Faraz berusaha menyembunyikan kekagetannya, namun rasa heran yang tak terbendung masih terlihat jelas.
Altair, yang peka terhadap perubahan ekspresi Faraz, merasa ada sesuatu yang disembunyikan oleh temannya tersebut.
Rasa ingin tahu yang menggelora dalam dirinya membuat Altair tak bisa menahan diri untuk bertanya, "Kenapa? Apa ada yang salah?"
Faraz segera memberikan jawaban cepat, mencoba meyakinkan Altair bahwa tidak ada yang salah.
Namun, Altair masih merasa ada sesuatu yang disembunyikan oleh Faraz. Meski demikian, Altair memilih untuk tidak mengejar pertanyaannya lebih jauh.
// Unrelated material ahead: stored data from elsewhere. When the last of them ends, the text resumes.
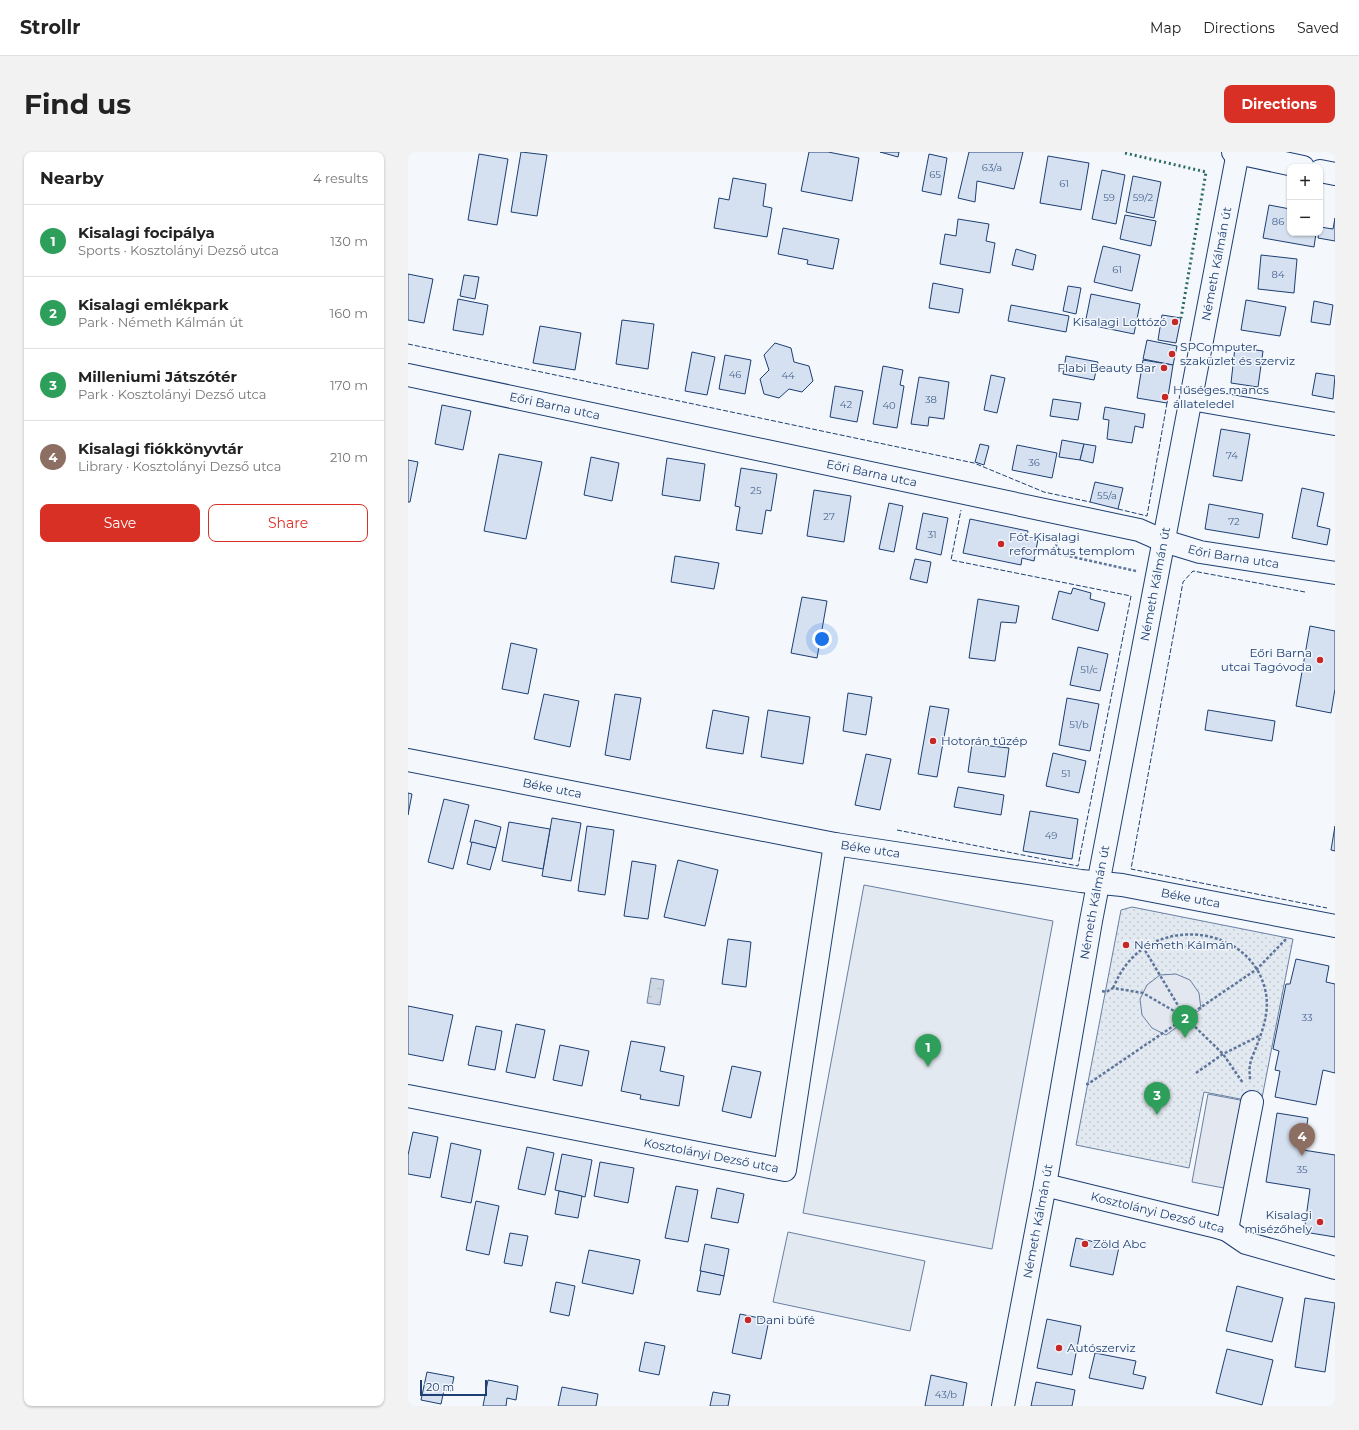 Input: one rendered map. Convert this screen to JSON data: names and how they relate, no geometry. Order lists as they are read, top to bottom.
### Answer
{
  "streets": {
    "street": [
      "Németh Kálmán út",
      "Eőri Barna utca",
      "Béke utca",
      "Kosztolányi Dezső utca"
    ]
  },
  "crossings": [
    ["Németh Kálmán út", "Eőri Barna utca"],
    ["Németh Kálmán út", "Béke utca"],
    ["Németh Kálmán út", "Kosztolányi Dezső utca"],
    ["Béke utca", "Kosztolányi Dezső utca"]
  ],
  "places": [
    "Kisalagi Lottózó",
    "SPComputer szaküzlet és szerviz",
    "Flabi Beauty Bar",
    "Hűséges mancs állateledel",
    "Fót-Kisalagi református templom",
    "Eőri Barna utcai Tagóvoda",
    "Hotorán tűzép",
    "Németh Kálmán",
    "Kisalagi misézőhely",
    "Zöld Abc",
    "Dani büfé",
    "Autószerviz"
  ],
  "house_numbers": [
    "63/a",
    "65",
    "61",
    "59",
    "59/2",
    "86",
    "61",
    "84",
    "46",
    "44",
    "38",
    "42",
    "40",
    "74",
    "36",
    "25",
    "55/a",
    "27",
    "72",
    "31",
    "51/c",
    "51/b",
    "51",
    "49",
    "33",
    "35",
    "43/b"
  ],
  "scale_bar": "20 m",
  "page": {
    "header": "Strollr",
    "nav": ["Map", "Directions", "Saved"],
    "buttons": [
      "Directions",
      ["Save", "Share"]
    ],
    "title": "Find us",
    "heading": ["Nearby", "4 results"],
    "map_buttons": ["+", "−"],
    "list": [
      {
        "mark": "1",
        "name": "Kisalagi focipálya",
        "note": "Sports · Kosztolányi Dezső utca",
        "value": "130 m"
      },
      {
        "mark": "2",
        "name": "Kisalagi emlékpark",
        "note": "Park · Németh Kálmán út",
        "value": "160 m"
      },
      {
        "mark": "3",
        "name": "Milleniumi Játszótér",
        "note": "Park · Kosztolányi Dezső utca",
        "value": "170 m"
      },
      {
        "mark": "4",
        "name": "Kisalagi fiókkönyvtár",
        "note": "Library · Kosztolányi Dezső utca",
        "value": "210 m"
      }
    ],
    "pins": [
      "2",
      "1",
      "3",
      "4"
    ],
    "scale": "20 m"
  }
}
Ketika mereka tengah berbincang, tiba-tiba Fauzul dan Zuhair keluar dari masjid dan mendekati mereka.
Fauzul dengan ramah menyapa, "Abi pergi duluan, ya Faraz. Ada urusan penting di kebun." Faraz mengangguk dan menjawab, "Baiklah, aku akan pulang bersama Altair."
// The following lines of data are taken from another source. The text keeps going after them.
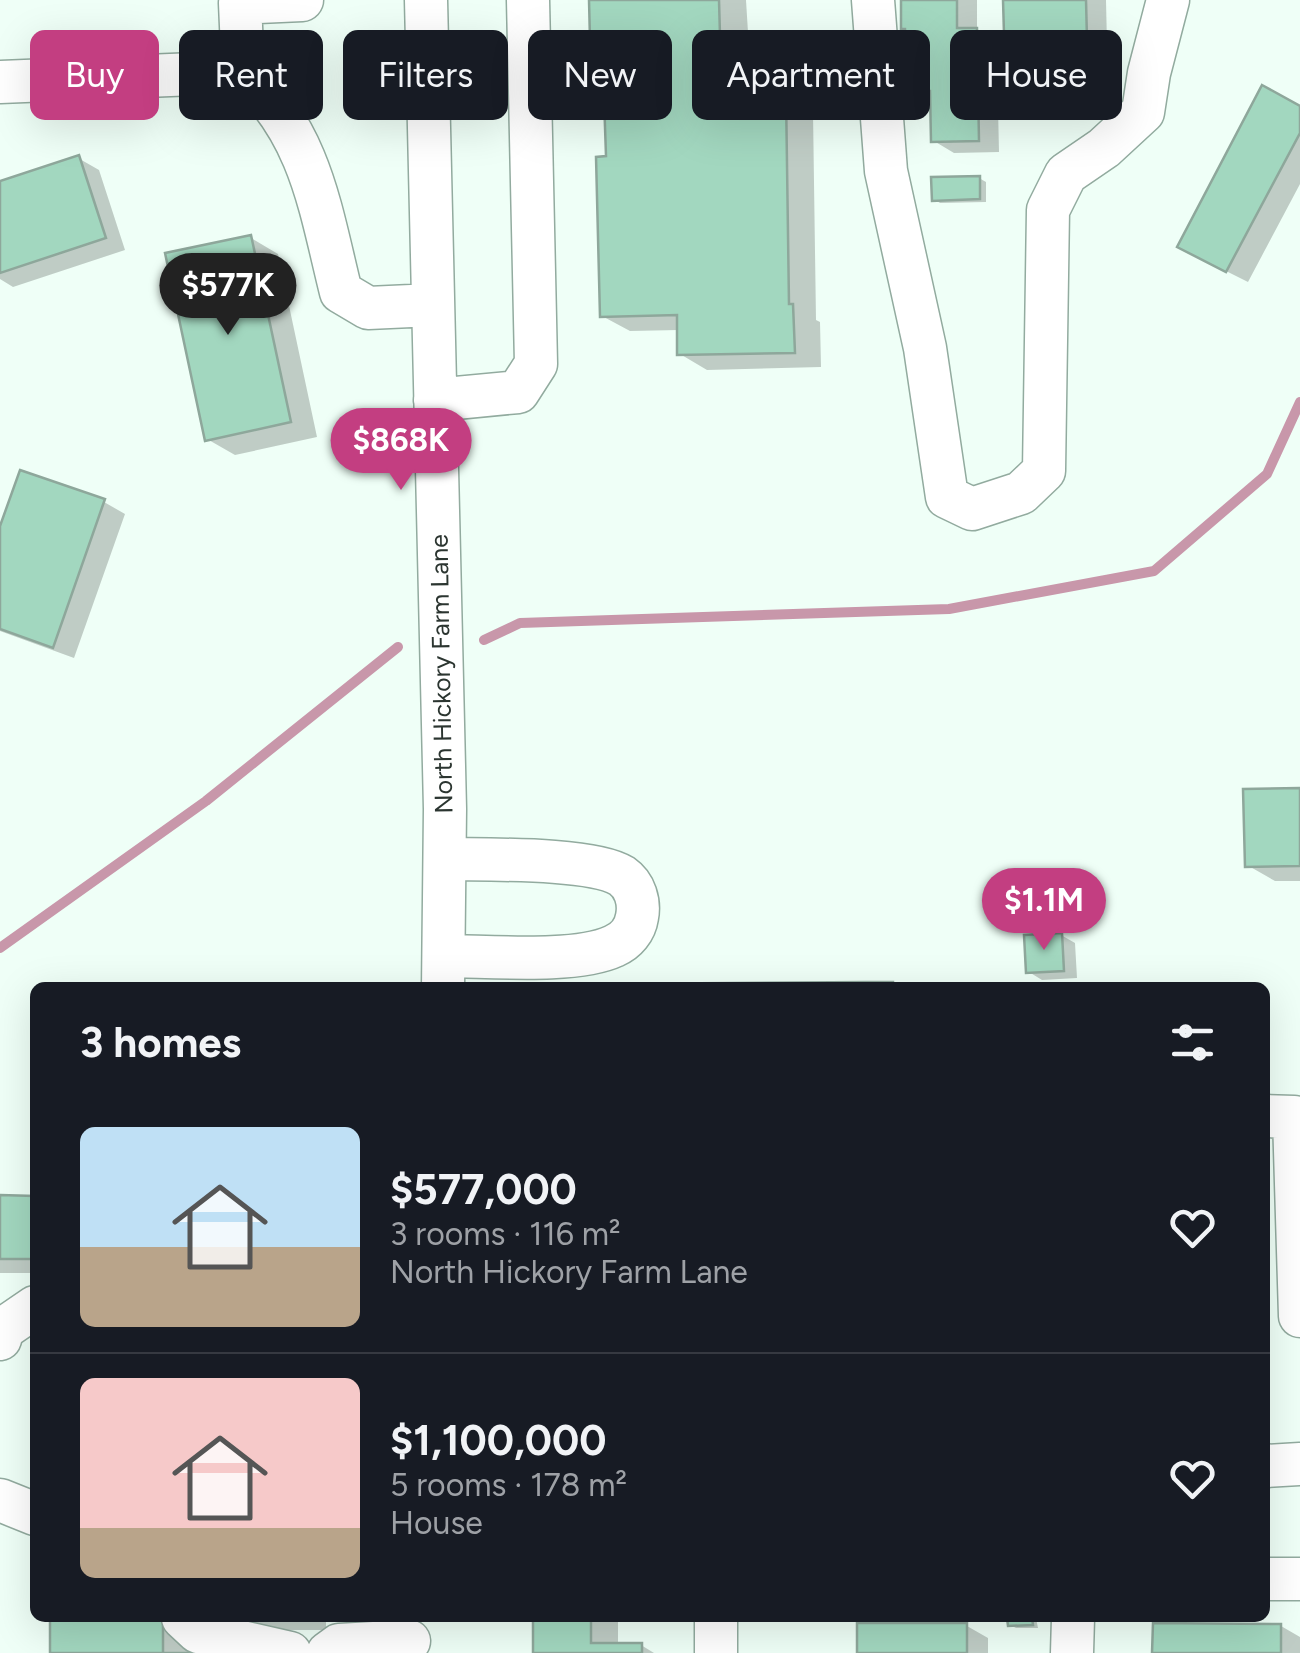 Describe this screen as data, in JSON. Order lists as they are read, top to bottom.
{
  "streets": {
    "street": ["North Hickory Farm Lane"]
  },
  "page": {
    "chip": [
      "Buy",
      "Rent",
      "Filters",
      "New",
      "Apartment",
      "House"
    ],
    "price": ["$577K", "$868K", "$1.1M"],
    "heading": "3 homes",
    "list": [
      {
        "name": "$577,000",
        "note": "3 rooms · 116 m² · North Hickory Farm Lane"
      },
      {
        "name": "$1,100,000",
        "note": "5 rooms · 178 m² · House"
      }
    ]
  }
} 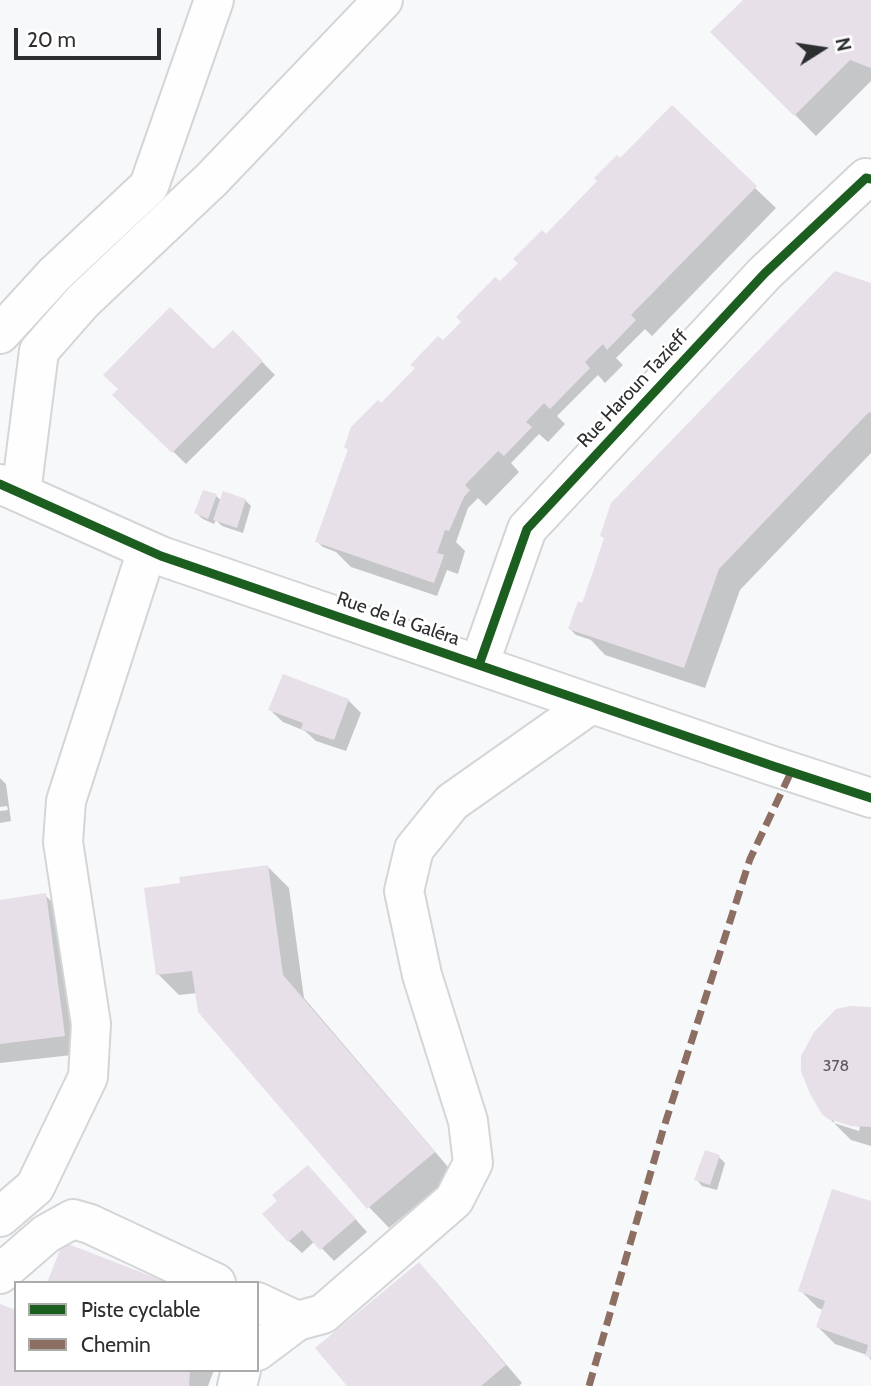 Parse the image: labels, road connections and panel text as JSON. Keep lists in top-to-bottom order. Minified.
{"streets":{"street":["Rue Haroun Tazieff","Rue de la Galéra"]},"crossings":[["Rue Haroun Tazieff","Rue de la Galéra"]],"house_numbers":["378"],"legend":["Piste cyclable","Chemin"],"scale_bar":"20 m","north":"right"}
Fauzul mengerti dan memberikan salam kepada Faraz dan Altair sebelum pergi. Mereka berdua dengan sopan membalas salam tersebut.
Tak lama setelah Fauzul pergi, matahari semakin terang, mereka memutuskan untuk pulang.
Altair memberikan kode dengan mengangkat alisnya, sebuah isyarat yang sudah menjadi tradisi mereka untuk melanjutkan rutinitas berlari pagi setelah sholat subuh.
Altair langsung meluncur, dengan Faraz tak mau kalah, ia pun segera mengikutinya. Dalam semangat persaingan, mereka berlari dengan penuh semangat.
Altair dan Faraz berlari di ujung lorong yang sempit, napas mereka tersengal-sengal sambil berlari dengan penuh semangat.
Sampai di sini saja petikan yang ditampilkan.